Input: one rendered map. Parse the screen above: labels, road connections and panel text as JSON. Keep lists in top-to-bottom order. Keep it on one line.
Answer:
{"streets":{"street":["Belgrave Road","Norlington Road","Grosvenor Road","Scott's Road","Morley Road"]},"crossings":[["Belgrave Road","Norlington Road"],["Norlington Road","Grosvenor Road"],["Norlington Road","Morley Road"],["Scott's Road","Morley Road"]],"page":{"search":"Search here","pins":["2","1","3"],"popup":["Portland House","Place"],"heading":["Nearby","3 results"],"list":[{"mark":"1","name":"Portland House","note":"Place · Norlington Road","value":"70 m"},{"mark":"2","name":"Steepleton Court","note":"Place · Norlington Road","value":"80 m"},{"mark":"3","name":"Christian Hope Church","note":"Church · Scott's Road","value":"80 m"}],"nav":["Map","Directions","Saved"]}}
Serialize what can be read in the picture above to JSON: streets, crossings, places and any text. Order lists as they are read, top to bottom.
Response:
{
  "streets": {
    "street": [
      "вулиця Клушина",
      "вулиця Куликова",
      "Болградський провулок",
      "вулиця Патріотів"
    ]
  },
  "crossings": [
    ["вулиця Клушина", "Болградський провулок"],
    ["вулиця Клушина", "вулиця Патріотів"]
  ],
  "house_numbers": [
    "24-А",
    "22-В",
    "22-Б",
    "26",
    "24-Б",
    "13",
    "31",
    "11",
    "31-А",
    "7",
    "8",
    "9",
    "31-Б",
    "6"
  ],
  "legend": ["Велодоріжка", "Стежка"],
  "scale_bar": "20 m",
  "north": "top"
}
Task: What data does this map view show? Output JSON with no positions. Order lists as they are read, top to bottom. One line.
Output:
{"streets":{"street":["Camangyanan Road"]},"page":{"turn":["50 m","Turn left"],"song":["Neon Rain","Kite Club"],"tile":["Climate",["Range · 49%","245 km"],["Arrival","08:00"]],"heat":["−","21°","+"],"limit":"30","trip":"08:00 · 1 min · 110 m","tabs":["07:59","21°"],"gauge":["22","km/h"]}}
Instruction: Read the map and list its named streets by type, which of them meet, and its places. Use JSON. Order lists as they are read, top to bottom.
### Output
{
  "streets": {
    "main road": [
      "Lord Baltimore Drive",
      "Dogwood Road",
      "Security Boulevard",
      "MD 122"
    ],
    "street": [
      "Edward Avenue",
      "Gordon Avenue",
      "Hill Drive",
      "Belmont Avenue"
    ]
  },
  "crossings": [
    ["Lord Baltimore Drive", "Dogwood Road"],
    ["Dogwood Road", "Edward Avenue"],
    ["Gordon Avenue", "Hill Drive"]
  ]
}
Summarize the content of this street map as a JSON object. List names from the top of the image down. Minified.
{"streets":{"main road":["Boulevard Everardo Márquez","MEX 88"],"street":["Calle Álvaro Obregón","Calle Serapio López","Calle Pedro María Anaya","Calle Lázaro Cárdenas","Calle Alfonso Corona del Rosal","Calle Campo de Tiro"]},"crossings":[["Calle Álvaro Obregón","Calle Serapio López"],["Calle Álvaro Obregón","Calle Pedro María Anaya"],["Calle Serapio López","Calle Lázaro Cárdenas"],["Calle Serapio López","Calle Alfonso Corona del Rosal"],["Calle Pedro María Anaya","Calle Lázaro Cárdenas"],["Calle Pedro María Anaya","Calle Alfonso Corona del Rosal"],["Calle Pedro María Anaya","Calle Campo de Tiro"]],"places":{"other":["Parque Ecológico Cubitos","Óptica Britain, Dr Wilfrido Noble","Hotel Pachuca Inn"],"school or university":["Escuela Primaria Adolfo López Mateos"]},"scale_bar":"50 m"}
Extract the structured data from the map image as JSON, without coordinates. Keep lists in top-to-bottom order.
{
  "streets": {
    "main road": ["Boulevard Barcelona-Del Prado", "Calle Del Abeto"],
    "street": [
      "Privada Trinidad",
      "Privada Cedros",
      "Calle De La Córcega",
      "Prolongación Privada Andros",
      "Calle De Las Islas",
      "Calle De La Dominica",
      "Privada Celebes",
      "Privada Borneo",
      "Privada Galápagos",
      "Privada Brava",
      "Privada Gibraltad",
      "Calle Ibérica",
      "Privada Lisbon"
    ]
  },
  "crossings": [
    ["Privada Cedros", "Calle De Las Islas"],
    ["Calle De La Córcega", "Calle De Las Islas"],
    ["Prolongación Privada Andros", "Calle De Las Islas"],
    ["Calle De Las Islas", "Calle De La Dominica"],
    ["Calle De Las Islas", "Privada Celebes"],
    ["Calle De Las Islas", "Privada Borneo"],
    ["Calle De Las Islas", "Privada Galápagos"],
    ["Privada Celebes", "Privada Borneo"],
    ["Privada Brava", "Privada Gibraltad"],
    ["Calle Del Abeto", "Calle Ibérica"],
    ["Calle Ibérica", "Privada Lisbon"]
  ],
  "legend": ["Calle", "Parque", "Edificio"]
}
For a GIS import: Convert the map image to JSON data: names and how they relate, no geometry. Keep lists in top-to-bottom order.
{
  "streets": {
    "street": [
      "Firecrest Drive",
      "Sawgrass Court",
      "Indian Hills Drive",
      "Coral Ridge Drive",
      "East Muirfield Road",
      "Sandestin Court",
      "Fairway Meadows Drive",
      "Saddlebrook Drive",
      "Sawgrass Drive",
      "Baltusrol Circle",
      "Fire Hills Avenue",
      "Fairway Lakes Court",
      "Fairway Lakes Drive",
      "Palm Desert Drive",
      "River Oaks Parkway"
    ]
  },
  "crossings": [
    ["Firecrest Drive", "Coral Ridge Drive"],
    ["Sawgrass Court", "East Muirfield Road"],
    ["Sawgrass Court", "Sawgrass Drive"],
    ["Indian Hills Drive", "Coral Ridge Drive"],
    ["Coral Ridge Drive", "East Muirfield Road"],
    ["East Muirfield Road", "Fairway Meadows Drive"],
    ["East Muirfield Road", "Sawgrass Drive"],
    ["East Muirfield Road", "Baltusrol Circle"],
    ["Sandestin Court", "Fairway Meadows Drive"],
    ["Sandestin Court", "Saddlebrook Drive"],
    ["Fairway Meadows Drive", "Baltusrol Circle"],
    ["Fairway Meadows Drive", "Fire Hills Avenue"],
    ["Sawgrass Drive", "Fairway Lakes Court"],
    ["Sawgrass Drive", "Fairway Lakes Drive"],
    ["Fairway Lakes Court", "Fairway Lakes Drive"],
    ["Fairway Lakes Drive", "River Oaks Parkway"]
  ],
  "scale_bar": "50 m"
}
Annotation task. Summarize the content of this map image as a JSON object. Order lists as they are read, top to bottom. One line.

--*--

(Directions for this task) Could you copy out all the material word for word?

(Solution)
Input: one rendered map. Parse the screen above: labels, road connections and panel text as JSON. Keep lists in top-to-bottom order. Keep it on one line.
Answer:
{"streets":{"street":["Belgrave Road","Norlington Road","Grosvenor Road","Scott's Road","Morley Road"]},"crossings":[["Belgrave Road","Norlington Road"],["Norlington Road","Grosvenor Road"],["Norlington Road","Morley Road"],["Scott's Road","Morley Road"]],"page":{"search":"Search here","pins":["2","1","3"],"popup":["Portland House","Place"],"heading":["Nearby","3 results"],"list":[{"mark":"1","name":"Portland House","note":"Place · Norlington Road","value":"70 m"},{"mark":"2","name":"Steepleton Court","note":"Place · Norlington Road","value":"80 m"},{"mark":"3","name":"Christian Hope Church","note":"Church · Scott's Road","value":"80 m"}],"nav":["Map","Directions","Saved"]}}
Serialize what can be read in the picture above to JSON: streets, crossings, places and any text. Order lists as they are read, top to bottom.
Response:
{
  "streets": {
    "street": [
      "вулиця Клушина",
      "вулиця Куликова",
      "Болградський провулок",
      "вулиця Патріотів"
    ]
  },
  "crossings": [
    ["вулиця Клушина", "Болградський провулок"],
    ["вулиця Клушина", "вулиця Патріотів"]
  ],
  "house_numbers": [
    "24-А",
    "22-В",
    "22-Б",
    "26",
    "24-Б",
    "13",
    "31",
    "11",
    "31-А",
    "7",
    "8",
    "9",
    "31-Б",
    "6"
  ],
  "legend": ["Велодоріжка", "Стежка"],
  "scale_bar": "20 m",
  "north": "top"
}
Task: What data does this map view show? Output JSON with no positions. Order lists as they are read, top to bottom. One line.
Output:
{"streets":{"street":["Camangyanan Road"]},"page":{"turn":["50 m","Turn left"],"song":["Neon Rain","Kite Club"],"tile":["Climate",["Range · 49%","245 km"],["Arrival","08:00"]],"heat":["−","21°","+"],"limit":"30","trip":"08:00 · 1 min · 110 m","tabs":["07:59","21°"],"gauge":["22","km/h"]}}
Instruction: Read the map and list its named streets by type, which of them meet, and its places. Use JSON. Order lists as they are read, top to bottom.
### Output
{
  "streets": {
    "main road": [
      "Lord Baltimore Drive",
      "Dogwood Road",
      "Security Boulevard",
      "MD 122"
    ],
    "street": [
      "Edward Avenue",
      "Gordon Avenue",
      "Hill Drive",
      "Belmont Avenue"
    ]
  },
  "crossings": [
    ["Lord Baltimore Drive", "Dogwood Road"],
    ["Dogwood Road", "Edward Avenue"],
    ["Gordon Avenue", "Hill Drive"]
  ]
}
Summarize the content of this street map as a JSON object. List names from the top of the image down. Minified.
{"streets":{"main road":["Boulevard Everardo Márquez","MEX 88"],"street":["Calle Álvaro Obregón","Calle Serapio López","Calle Pedro María Anaya","Calle Lázaro Cárdenas","Calle Alfonso Corona del Rosal","Calle Campo de Tiro"]},"crossings":[["Calle Álvaro Obregón","Calle Serapio López"],["Calle Álvaro Obregón","Calle Pedro María Anaya"],["Calle Serapio López","Calle Lázaro Cárdenas"],["Calle Serapio López","Calle Alfonso Corona del Rosal"],["Calle Pedro María Anaya","Calle Lázaro Cárdenas"],["Calle Pedro María Anaya","Calle Alfonso Corona del Rosal"],["Calle Pedro María Anaya","Calle Campo de Tiro"]],"places":{"other":["Parque Ecológico Cubitos","Óptica Britain, Dr Wilfrido Noble","Hotel Pachuca Inn"],"school or university":["Escuela Primaria Adolfo López Mateos"]},"scale_bar":"50 m"}
Extract the structured data from the map image as JSON, without coordinates. Keep lists in top-to-bottom order.
{
  "streets": {
    "main road": ["Boulevard Barcelona-Del Prado", "Calle Del Abeto"],
    "street": [
      "Privada Trinidad",
      "Privada Cedros",
      "Calle De La Córcega",
      "Prolongación Privada Andros",
      "Calle De Las Islas",
      "Calle De La Dominica",
      "Privada Celebes",
      "Privada Borneo",
      "Privada Galápagos",
      "Privada Brava",
      "Privada Gibraltad",
      "Calle Ibérica",
      "Privada Lisbon"
    ]
  },
  "crossings": [
    ["Privada Cedros", "Calle De Las Islas"],
    ["Calle De La Córcega", "Calle De Las Islas"],
    ["Prolongación Privada Andros", "Calle De Las Islas"],
    ["Calle De Las Islas", "Calle De La Dominica"],
    ["Calle De Las Islas", "Privada Celebes"],
    ["Calle De Las Islas", "Privada Borneo"],
    ["Calle De Las Islas", "Privada Galápagos"],
    ["Privada Celebes", "Privada Borneo"],
    ["Privada Brava", "Privada Gibraltad"],
    ["Calle Del Abeto", "Calle Ibérica"],
    ["Calle Ibérica", "Privada Lisbon"]
  ],
  "legend": ["Calle", "Parque", "Edificio"]
}
For a GIS import: Convert the map image to JSON data: names and how they relate, no geometry. Keep lists in top-to-bottom order.
{
  "streets": {
    "street": [
      "Firecrest Drive",
      "Sawgrass Court",
      "Indian Hills Drive",
      "Coral Ridge Drive",
      "East Muirfield Road",
      "Sandestin Court",
      "Fairway Meadows Drive",
      "Saddlebrook Drive",
      "Sawgrass Drive",
      "Baltusrol Circle",
      "Fire Hills Avenue",
      "Fairway Lakes Court",
      "Fairway Lakes Drive",
      "Palm Desert Drive",
      "River Oaks Parkway"
    ]
  },
  "crossings": [
    ["Firecrest Drive", "Coral Ridge Drive"],
    ["Sawgrass Court", "East Muirfield Road"],
    ["Sawgrass Court", "Sawgrass Drive"],
    ["Indian Hills Drive", "Coral Ridge Drive"],
    ["Coral Ridge Drive", "East Muirfield Road"],
    ["East Muirfield Road", "Fairway Meadows Drive"],
    ["East Muirfield Road", "Sawgrass Drive"],
    ["East Muirfield Road", "Baltusrol Circle"],
    ["Sandestin Court", "Fairway Meadows Drive"],
    ["Sandestin Court", "Saddlebrook Drive"],
    ["Fairway Meadows Drive", "Baltusrol Circle"],
    ["Fairway Meadows Drive", "Fire Hills Avenue"],
    ["Sawgrass Drive", "Fairway Lakes Court"],
    ["Sawgrass Drive", "Fairway Lakes Drive"],
    ["Fairway Lakes Court", "Fairway Lakes Drive"],
    ["Fairway Lakes Drive", "River Oaks Parkway"]
  ],
  "scale_bar": "50 m"
}
Annotation task. Summarize the content of this map image as a JSON object. Order lists as they are read, top to bottom. One line.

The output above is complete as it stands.